WHAT YOU HAVE TO DO:
Within the records below is a range that opens at the line with "height:3px; margin-top:-1.5px; transform-origin:0;" and closes at the line with "width:14px; height:14px; translate:-50%". Return that range word for word, both ends included, and only that range.

Records contained in a dataset:
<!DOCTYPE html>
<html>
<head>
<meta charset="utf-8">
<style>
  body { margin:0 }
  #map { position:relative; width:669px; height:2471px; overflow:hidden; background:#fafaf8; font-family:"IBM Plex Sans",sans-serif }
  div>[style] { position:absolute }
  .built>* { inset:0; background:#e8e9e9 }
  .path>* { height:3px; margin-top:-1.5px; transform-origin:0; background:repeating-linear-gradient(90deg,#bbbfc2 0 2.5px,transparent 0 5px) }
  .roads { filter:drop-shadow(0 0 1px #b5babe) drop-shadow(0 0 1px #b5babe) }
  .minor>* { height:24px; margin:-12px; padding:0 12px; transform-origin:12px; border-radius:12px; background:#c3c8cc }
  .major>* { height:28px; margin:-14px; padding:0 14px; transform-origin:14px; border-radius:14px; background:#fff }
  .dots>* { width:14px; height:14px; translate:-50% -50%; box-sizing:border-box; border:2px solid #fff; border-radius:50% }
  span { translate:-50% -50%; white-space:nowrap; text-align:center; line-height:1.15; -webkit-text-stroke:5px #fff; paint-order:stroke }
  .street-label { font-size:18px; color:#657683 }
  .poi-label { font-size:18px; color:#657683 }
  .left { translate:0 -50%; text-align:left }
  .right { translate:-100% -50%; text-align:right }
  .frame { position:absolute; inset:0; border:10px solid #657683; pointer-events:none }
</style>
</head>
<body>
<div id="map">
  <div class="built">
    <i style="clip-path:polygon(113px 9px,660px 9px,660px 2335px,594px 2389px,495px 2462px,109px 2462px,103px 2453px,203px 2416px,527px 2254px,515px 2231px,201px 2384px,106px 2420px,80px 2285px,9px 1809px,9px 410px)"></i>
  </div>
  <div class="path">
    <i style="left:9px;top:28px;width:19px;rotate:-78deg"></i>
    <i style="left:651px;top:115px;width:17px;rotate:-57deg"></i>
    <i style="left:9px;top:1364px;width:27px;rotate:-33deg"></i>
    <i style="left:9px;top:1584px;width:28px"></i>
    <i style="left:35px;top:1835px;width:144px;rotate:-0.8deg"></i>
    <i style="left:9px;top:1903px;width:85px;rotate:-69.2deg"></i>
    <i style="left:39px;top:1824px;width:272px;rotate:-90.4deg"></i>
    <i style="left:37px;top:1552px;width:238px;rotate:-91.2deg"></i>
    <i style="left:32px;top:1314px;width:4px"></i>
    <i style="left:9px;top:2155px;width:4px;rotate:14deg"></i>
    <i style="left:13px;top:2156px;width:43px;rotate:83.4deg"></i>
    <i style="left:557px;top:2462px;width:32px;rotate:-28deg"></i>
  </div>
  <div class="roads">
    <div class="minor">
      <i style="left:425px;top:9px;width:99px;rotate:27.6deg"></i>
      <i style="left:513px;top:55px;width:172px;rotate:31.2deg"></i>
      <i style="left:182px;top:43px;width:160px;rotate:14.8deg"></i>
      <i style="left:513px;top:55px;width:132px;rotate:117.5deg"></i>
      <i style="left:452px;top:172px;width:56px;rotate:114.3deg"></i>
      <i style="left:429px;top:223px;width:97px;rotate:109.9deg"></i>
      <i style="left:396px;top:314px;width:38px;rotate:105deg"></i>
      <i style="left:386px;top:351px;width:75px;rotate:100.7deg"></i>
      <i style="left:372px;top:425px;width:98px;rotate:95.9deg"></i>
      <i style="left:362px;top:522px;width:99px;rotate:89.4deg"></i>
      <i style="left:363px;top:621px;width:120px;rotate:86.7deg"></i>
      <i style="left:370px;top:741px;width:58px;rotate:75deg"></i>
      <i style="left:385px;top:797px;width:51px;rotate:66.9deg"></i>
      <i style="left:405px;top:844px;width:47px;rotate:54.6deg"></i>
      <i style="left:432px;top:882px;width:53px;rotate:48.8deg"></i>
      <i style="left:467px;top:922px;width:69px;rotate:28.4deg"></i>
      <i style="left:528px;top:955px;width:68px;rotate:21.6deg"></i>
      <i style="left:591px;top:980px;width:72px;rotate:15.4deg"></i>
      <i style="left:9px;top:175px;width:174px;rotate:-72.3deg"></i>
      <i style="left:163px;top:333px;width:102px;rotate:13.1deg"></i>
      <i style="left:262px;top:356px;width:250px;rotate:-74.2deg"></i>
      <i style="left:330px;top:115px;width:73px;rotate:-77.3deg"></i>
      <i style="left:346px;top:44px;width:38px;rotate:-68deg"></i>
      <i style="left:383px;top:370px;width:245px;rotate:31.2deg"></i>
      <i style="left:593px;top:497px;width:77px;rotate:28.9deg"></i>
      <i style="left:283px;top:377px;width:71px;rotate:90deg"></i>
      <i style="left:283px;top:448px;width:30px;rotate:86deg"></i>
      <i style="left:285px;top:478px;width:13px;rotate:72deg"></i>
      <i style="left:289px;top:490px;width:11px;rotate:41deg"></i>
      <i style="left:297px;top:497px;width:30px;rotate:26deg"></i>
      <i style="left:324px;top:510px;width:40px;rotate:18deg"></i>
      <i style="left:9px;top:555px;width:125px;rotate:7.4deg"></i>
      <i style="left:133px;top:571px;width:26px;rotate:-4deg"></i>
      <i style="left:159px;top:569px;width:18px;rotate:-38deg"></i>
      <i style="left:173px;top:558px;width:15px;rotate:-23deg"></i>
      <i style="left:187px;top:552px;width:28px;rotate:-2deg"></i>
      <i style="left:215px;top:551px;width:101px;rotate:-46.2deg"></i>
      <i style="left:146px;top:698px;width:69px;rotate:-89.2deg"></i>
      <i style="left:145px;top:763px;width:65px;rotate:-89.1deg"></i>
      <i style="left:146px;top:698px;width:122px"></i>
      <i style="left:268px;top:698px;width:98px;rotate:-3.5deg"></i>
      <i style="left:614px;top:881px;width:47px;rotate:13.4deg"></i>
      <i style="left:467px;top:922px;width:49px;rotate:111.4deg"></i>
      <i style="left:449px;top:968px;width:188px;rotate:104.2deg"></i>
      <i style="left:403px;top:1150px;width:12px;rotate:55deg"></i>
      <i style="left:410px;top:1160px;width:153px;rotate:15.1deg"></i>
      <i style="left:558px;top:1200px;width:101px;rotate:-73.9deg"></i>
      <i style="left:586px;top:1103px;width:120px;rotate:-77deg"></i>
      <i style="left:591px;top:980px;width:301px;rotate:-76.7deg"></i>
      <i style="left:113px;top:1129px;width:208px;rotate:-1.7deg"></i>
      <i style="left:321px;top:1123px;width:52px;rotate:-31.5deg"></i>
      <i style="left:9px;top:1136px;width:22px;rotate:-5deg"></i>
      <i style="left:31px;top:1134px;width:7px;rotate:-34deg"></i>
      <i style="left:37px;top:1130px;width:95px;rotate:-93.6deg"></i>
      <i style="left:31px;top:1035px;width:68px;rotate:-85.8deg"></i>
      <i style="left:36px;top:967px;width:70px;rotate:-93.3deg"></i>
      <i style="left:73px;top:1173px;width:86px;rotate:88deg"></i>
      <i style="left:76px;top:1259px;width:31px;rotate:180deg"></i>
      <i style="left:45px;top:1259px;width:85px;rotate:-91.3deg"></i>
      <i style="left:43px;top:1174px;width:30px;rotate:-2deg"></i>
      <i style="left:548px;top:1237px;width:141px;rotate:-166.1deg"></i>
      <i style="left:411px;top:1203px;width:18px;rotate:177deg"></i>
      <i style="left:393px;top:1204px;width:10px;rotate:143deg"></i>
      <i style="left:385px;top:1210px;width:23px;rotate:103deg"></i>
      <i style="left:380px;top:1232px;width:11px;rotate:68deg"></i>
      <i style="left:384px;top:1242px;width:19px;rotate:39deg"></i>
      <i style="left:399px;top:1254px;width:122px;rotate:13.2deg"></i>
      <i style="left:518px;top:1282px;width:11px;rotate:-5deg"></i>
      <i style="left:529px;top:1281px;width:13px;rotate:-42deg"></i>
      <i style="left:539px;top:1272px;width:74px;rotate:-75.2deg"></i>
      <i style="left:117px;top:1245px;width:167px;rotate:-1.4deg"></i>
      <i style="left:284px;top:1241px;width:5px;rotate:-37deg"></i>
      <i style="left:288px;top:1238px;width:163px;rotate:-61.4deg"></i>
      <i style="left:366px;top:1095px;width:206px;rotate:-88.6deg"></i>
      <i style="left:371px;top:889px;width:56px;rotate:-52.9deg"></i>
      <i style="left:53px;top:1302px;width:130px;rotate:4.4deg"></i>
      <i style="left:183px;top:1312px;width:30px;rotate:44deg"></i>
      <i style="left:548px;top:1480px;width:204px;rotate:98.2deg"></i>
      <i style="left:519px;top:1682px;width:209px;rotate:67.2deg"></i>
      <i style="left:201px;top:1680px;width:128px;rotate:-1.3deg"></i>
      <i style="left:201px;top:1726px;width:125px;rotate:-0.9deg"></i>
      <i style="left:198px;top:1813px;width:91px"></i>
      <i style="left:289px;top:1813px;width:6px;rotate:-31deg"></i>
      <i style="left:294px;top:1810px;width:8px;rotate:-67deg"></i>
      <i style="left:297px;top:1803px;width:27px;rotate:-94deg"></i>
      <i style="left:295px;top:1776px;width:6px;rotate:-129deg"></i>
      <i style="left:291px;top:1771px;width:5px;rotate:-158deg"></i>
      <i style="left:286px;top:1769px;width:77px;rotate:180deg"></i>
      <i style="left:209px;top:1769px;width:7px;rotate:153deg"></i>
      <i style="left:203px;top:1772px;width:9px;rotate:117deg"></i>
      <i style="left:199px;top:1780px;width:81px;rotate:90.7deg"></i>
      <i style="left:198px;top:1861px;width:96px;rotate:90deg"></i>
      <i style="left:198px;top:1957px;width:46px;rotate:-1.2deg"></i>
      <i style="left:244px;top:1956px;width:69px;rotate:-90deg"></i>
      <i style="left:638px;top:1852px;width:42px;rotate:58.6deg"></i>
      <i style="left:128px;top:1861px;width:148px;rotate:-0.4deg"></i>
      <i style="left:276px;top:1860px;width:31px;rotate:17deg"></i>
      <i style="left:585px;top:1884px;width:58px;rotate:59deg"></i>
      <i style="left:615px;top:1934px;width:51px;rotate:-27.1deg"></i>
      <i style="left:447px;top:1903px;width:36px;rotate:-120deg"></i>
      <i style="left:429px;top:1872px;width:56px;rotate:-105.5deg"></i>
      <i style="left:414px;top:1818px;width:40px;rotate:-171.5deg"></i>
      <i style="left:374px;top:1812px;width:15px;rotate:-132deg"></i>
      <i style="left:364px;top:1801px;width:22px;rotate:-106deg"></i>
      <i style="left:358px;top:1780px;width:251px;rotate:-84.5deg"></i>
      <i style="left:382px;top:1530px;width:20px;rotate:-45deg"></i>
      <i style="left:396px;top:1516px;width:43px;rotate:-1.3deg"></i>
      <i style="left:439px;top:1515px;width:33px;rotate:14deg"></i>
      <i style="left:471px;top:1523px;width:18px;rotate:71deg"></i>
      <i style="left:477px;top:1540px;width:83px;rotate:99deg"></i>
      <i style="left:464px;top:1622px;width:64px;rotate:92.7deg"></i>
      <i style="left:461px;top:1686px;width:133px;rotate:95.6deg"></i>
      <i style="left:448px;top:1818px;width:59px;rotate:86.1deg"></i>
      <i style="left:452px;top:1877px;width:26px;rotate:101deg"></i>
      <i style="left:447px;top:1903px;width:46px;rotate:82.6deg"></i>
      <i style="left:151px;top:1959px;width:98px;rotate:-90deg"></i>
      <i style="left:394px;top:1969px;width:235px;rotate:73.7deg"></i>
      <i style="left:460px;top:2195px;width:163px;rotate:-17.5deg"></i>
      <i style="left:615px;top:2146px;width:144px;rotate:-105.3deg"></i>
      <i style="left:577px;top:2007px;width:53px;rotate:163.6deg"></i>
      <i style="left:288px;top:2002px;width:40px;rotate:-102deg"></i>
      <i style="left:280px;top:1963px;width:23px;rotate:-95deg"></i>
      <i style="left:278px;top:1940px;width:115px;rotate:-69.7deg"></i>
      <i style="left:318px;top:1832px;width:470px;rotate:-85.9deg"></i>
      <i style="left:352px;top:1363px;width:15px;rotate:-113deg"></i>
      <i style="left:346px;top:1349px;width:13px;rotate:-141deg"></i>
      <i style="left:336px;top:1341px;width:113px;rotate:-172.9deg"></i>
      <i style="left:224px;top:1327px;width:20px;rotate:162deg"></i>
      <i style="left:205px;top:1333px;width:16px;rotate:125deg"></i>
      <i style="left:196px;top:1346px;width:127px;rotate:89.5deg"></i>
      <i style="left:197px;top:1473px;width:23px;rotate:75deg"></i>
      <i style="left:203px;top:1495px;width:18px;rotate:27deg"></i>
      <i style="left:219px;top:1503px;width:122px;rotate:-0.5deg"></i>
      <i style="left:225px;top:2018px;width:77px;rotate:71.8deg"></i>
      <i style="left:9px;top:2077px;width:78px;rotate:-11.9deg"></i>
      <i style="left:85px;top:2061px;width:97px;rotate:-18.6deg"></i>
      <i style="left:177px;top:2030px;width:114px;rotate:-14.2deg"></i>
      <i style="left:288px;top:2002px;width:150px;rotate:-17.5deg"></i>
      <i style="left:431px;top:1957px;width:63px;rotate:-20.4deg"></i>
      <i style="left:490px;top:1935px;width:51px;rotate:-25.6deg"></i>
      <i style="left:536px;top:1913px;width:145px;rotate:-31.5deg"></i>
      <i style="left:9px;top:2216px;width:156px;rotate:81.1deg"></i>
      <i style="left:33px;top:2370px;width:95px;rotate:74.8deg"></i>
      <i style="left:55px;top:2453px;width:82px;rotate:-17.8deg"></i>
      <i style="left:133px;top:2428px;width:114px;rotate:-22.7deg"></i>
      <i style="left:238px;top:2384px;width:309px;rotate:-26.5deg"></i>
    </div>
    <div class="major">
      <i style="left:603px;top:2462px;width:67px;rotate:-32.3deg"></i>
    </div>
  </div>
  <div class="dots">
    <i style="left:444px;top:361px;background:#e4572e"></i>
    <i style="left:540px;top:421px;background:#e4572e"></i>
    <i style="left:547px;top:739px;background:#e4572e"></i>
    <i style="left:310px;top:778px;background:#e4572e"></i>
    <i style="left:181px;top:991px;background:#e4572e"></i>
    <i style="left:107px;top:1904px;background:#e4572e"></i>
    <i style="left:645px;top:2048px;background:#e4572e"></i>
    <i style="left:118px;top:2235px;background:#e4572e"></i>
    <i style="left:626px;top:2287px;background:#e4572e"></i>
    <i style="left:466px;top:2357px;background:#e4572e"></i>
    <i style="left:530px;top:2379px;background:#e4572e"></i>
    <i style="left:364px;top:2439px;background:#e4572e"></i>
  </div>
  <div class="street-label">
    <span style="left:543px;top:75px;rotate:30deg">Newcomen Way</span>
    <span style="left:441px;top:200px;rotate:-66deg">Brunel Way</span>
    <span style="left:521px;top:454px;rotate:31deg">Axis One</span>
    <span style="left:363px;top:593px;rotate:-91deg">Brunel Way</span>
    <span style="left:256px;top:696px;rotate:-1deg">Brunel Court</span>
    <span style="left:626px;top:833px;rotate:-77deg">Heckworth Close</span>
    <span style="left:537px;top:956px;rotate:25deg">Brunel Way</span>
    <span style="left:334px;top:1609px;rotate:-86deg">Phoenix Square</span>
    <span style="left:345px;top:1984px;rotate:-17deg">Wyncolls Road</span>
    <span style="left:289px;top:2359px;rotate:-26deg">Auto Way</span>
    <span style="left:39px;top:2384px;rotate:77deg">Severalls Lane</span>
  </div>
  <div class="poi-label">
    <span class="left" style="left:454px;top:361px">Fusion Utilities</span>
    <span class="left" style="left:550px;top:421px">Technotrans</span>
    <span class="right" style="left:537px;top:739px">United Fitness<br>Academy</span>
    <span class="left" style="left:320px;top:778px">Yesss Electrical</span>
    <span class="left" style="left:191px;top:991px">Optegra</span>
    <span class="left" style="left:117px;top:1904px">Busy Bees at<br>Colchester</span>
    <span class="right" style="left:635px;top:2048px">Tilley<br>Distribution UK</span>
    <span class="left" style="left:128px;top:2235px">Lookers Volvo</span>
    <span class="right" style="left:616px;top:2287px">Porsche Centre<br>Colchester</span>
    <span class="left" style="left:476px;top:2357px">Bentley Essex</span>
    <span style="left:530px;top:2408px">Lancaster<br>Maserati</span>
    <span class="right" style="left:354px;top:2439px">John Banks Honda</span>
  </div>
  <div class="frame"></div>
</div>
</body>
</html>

EXERCISE RESULT:
  .path>* { height:3px; margin-top:-1.5px; transform-origin:0; background:repeating-linear-gradient(90deg,#bbbfc2 0 2.5px,transparent 0 5px) }
  .roads { filter:drop-shadow(0 0 1px #b5babe) drop-shadow(0 0 1px #b5babe) }
  .minor>* { height:24px; margin:-12px; padding:0 12px; transform-origin:12px; border-radius:12px; background:#c3c8cc }
  .major>* { height:28px; margin:-14px; padding:0 14px; transform-origin:14px; border-radius:14px; background:#fff }
  .dots>* { width:14px; height:14px; translate:-50% -50%; box-sizing:border-box; border:2px solid #fff; border-radius:50% }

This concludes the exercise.